WORK REQUEST
Every record below needs to be set down exactly. Pictures do not belong in the copy.

►

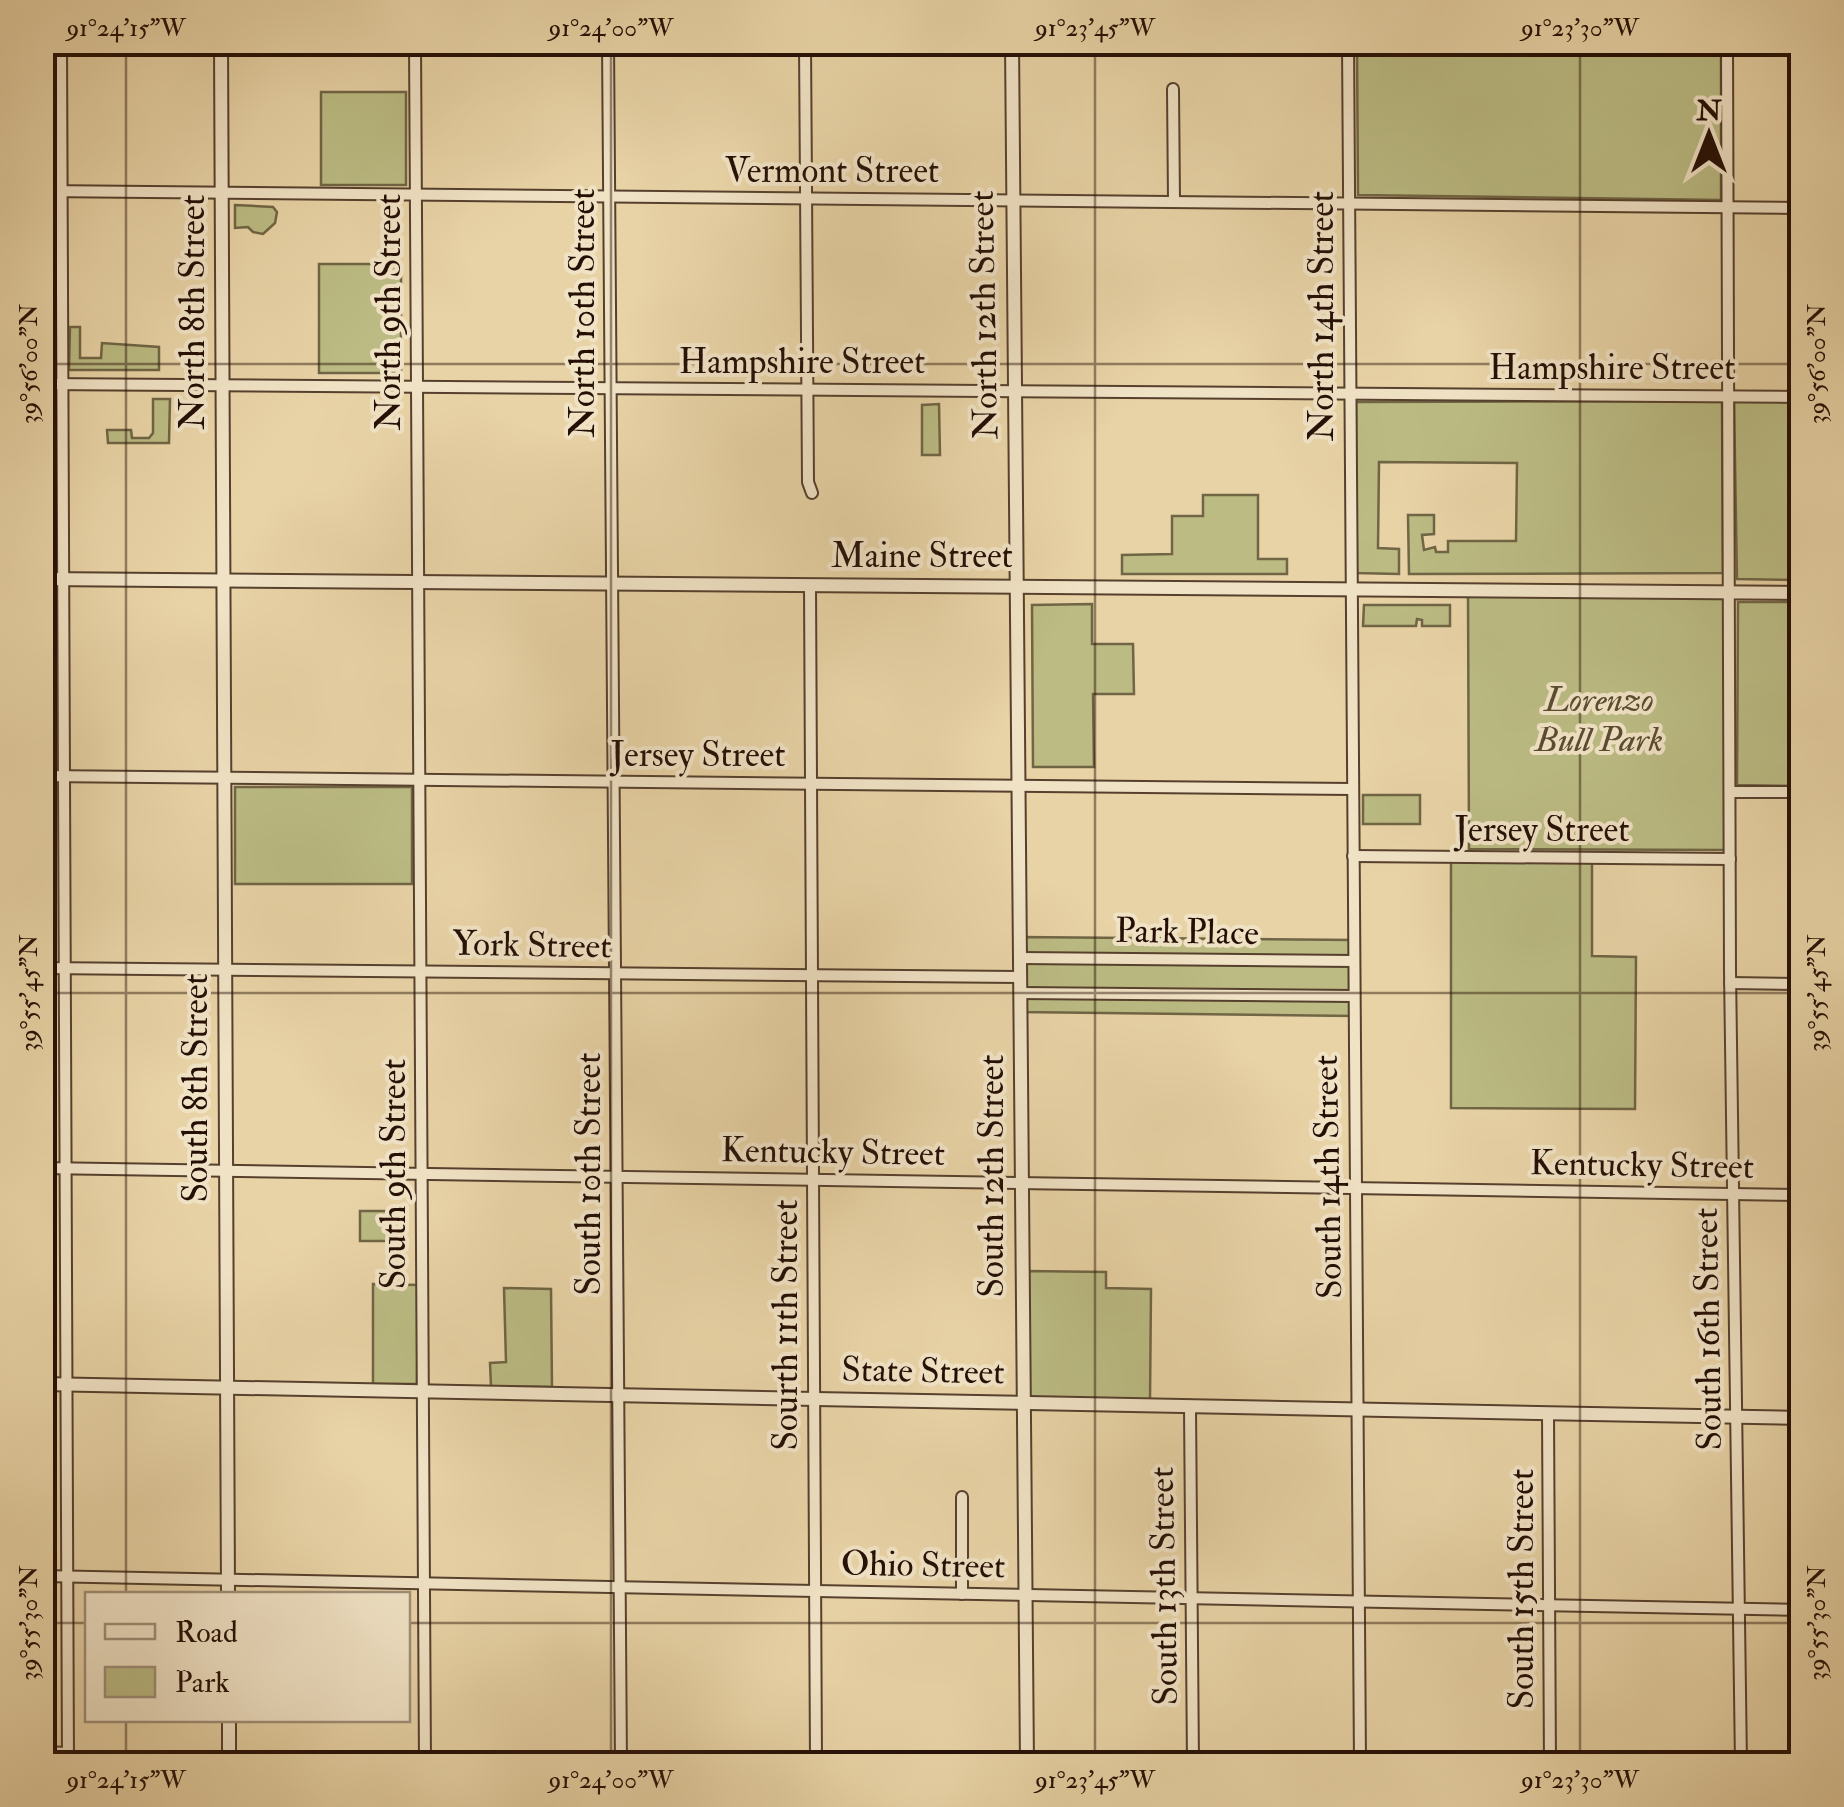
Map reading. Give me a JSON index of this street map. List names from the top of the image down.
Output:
{
  "streets": {
    "street": [
      "Vermont Street",
      "North 8th Street",
      "North 9th Street",
      "North 10th Street",
      "North 12th Street",
      "North 14th Street",
      "Hampshire Street",
      "Maine Street",
      "Jersey Street",
      "Park Place",
      "York Street",
      "South 8th Street",
      "Kentucky Street",
      "South 9th Street",
      "South 10th Street",
      "South 12th Street",
      "South 14th Street",
      "Sourth 11th Street",
      "South 16th Street",
      "State Street",
      "Ohio Street",
      "South 13th Street",
      "South 15th Street"
    ]
  },
  "crossings": [
    ["Vermont Street", "North 8th Street"],
    ["Vermont Street", "North 9th Street"],
    ["Vermont Street", "North 10th Street"],
    ["Vermont Street", "North 12th Street"],
    ["Vermont Street", "North 14th Street"],
    ["Vermont Street", "South 16th Street"],
    ["North 8th Street", "Hampshire Street"],
    ["North 8th Street", "Maine Street"],
    ["North 8th Street", "South 8th Street"],
    ["North 9th Street", "Hampshire Street"],
    ["North 9th Street", "Maine Street"],
    ["North 9th Street", "South 9th Street"],
    ["North 10th Street", "Hampshire Street"],
    ["North 10th Street", "Maine Street"],
    ["North 10th Street", "South 10th Street"],
    ["North 12th Street", "Hampshire Street"],
    ["North 12th Street", "Maine Street"],
    ["North 12th Street", "South 12th Street"],
    ["North 14th Street", "Hampshire Street"],
    ["North 14th Street", "Maine Street"],
    ["North 14th Street", "South 14th Street"],
    ["Hampshire Street", "South 16th Street"],
    ["Maine Street", "South 8th Street"],
    ["Maine Street", "South 9th Street"],
    ["Maine Street", "South 10th Street"],
    ["Maine Street", "South 12th Street"],
    ["Maine Street", "South 14th Street"],
    ["Maine Street", "Sourth 11th Street"],
    ["Maine Street", "South 16th Street"],
    ["Jersey Street", "South 8th Street"],
    ["Jersey Street", "South 9th Street"],
    ["Jersey Street", "South 10th Street"],
    ["Jersey Street", "South 12th Street"],
    ["Jersey Street", "South 14th Street"],
    ["Jersey Street", "Sourth 11th Street"],
    ["Jersey Street", "South 16th Street"],
    ["Park Place", "South 12th Street"],
    ["Park Place", "South 14th Street"],
    ["York Street", "South 8th Street"],
    ["York Street", "South 9th Street"],
    ["York Street", "South 10th Street"],
    ["York Street", "South 12th Street"],
    ["York Street", "Sourth 11th Street"],
    ["South 8th Street", "Kentucky Street"],
    ["South 8th Street", "State Street"],
    ["South 8th Street", "Ohio Street"],
    ["Kentucky Street", "South 9th Street"],
    ["Kentucky Street", "South 10th Street"],
    ["Kentucky Street", "South 12th Street"],
    ["Kentucky Street", "South 14th Street"],
    ["Kentucky Street", "Sourth 11th Street"],
    ["Kentucky Street", "South 16th Street"],
    ["South 9th Street", "State Street"],
    ["South 9th Street", "Ohio Street"],
    ["South 10th Street", "State Street"],
    ["South 10th Street", "Ohio Street"],
    ["South 12th Street", "State Street"],
    ["South 12th Street", "Ohio Street"],
    ["South 14th Street", "State Street"],
    ["South 14th Street", "Ohio Street"],
    ["Sourth 11th Street", "State Street"],
    ["Sourth 11th Street", "Ohio Street"],
    ["South 16th Street", "State Street"],
    ["South 16th Street", "Ohio Street"],
    ["State Street", "South 13th Street"],
    ["State Street", "South 15th Street"],
    ["Ohio Street", "South 13th Street"],
    ["Ohio Street", "South 15th Street"]
  ],
  "parks": ["Lorenzo Bull Park"],
  "legend": ["Road", "Park"],
  "north": "top",
  "coordinates": [
    "91°24'15\"W",
    "91°24'00\"W",
    "91°23'45\"W",
    "91°23'30\"W",
    "39°56'00\"N",
    "39°55'45\"N",
    "39°55'30\"N"
  ]
}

◄

TASK OUTPUT
Map reading. Give me a JSON index of this street map. List names from the top of the image down.
Output:
{
  "streets": {
    "street": [
      "Vermont Street",
      "North 8th Street",
      "North 9th Street",
      "North 10th Street",
      "North 12th Street",
      "North 14th Street",
      "Hampshire Street",
      "Maine Street",
      "Jersey Street",
      "Park Place",
      "York Street",
      "South 8th Street",
      "Kentucky Street",
      "South 9th Street",
      "South 10th Street",
      "South 12th Street",
      "South 14th Street",
      "Sourth 11th Street",
      "South 16th Street",
      "State Street",
      "Ohio Street",
      "South 13th Street",
      "South 15th Street"
    ]
  },
  "crossings": [
    ["Vermont Street", "North 8th Street"],
    ["Vermont Street", "North 9th Street"],
    ["Vermont Street", "North 10th Street"],
    ["Vermont Street", "North 12th Street"],
    ["Vermont Street", "North 14th Street"],
    ["Vermont Street", "South 16th Street"],
    ["North 8th Street", "Hampshire Street"],
    ["North 8th Street", "Maine Street"],
    ["North 8th Street", "South 8th Street"],
    ["North 9th Street", "Hampshire Street"],
    ["North 9th Street", "Maine Street"],
    ["North 9th Street", "South 9th Street"],
    ["North 10th Street", "Hampshire Street"],
    ["North 10th Street", "Maine Street"],
    ["North 10th Street", "South 10th Street"],
    ["North 12th Street", "Hampshire Street"],
    ["North 12th Street", "Maine Street"],
    ["North 12th Street", "South 12th Street"],
    ["North 14th Street", "Hampshire Street"],
    ["North 14th Street", "Maine Street"],
    ["North 14th Street", "South 14th Street"],
    ["Hampshire Street", "South 16th Street"],
    ["Maine Street", "South 8th Street"],
    ["Maine Street", "South 9th Street"],
    ["Maine Street", "South 10th Street"],
    ["Maine Street", "South 12th Street"],
    ["Maine Street", "South 14th Street"],
    ["Maine Street", "Sourth 11th Street"],
    ["Maine Street", "South 16th Street"],
    ["Jersey Street", "South 8th Street"],
    ["Jersey Street", "South 9th Street"],
    ["Jersey Street", "South 10th Street"],
    ["Jersey Street", "South 12th Street"],
    ["Jersey Street", "South 14th Street"],
    ["Jersey Street", "Sourth 11th Street"],
    ["Jersey Street", "South 16th Street"],
    ["Park Place", "South 12th Street"],
    ["Park Place", "South 14th Street"],
    ["York Street", "South 8th Street"],
    ["York Street", "South 9th Street"],
    ["York Street", "South 10th Street"],
    ["York Street", "South 12th Street"],
    ["York Street", "Sourth 11th Street"],
    ["South 8th Street", "Kentucky Street"],
    ["South 8th Street", "State Street"],
    ["South 8th Street", "Ohio Street"],
    ["Kentucky Street", "South 9th Street"],
    ["Kentucky Street", "South 10th Street"],
    ["Kentucky Street", "South 12th Street"],
    ["Kentucky Street", "South 14th Street"],
    ["Kentucky Street", "Sourth 11th Street"],
    ["Kentucky Street", "South 16th Street"],
    ["South 9th Street", "State Street"],
    ["South 9th Street", "Ohio Street"],
    ["South 10th Street", "State Street"],
    ["South 10th Street", "Ohio Street"],
    ["South 12th Street", "State Street"],
    ["South 12th Street", "Ohio Street"],
    ["South 14th Street", "State Street"],
    ["South 14th Street", "Ohio Street"],
    ["Sourth 11th Street", "State Street"],
    ["Sourth 11th Street", "Ohio Street"],
    ["South 16th Street", "State Street"],
    ["South 16th Street", "Ohio Street"],
    ["State Street", "South 13th Street"],
    ["State Street", "South 15th Street"],
    ["Ohio Street", "South 13th Street"],
    ["Ohio Street", "South 15th Street"]
  ],
  "parks": ["Lorenzo Bull Park"],
  "legend": ["Road", "Park"],
  "north": "top",
  "coordinates": [
    "91°24'15\"W",
    "91°24'00\"W",
    "91°23'45\"W",
    "91°23'30\"W",
    "39°56'00\"N",
    "39°55'45\"N",
    "39°55'30\"N"
  ]
}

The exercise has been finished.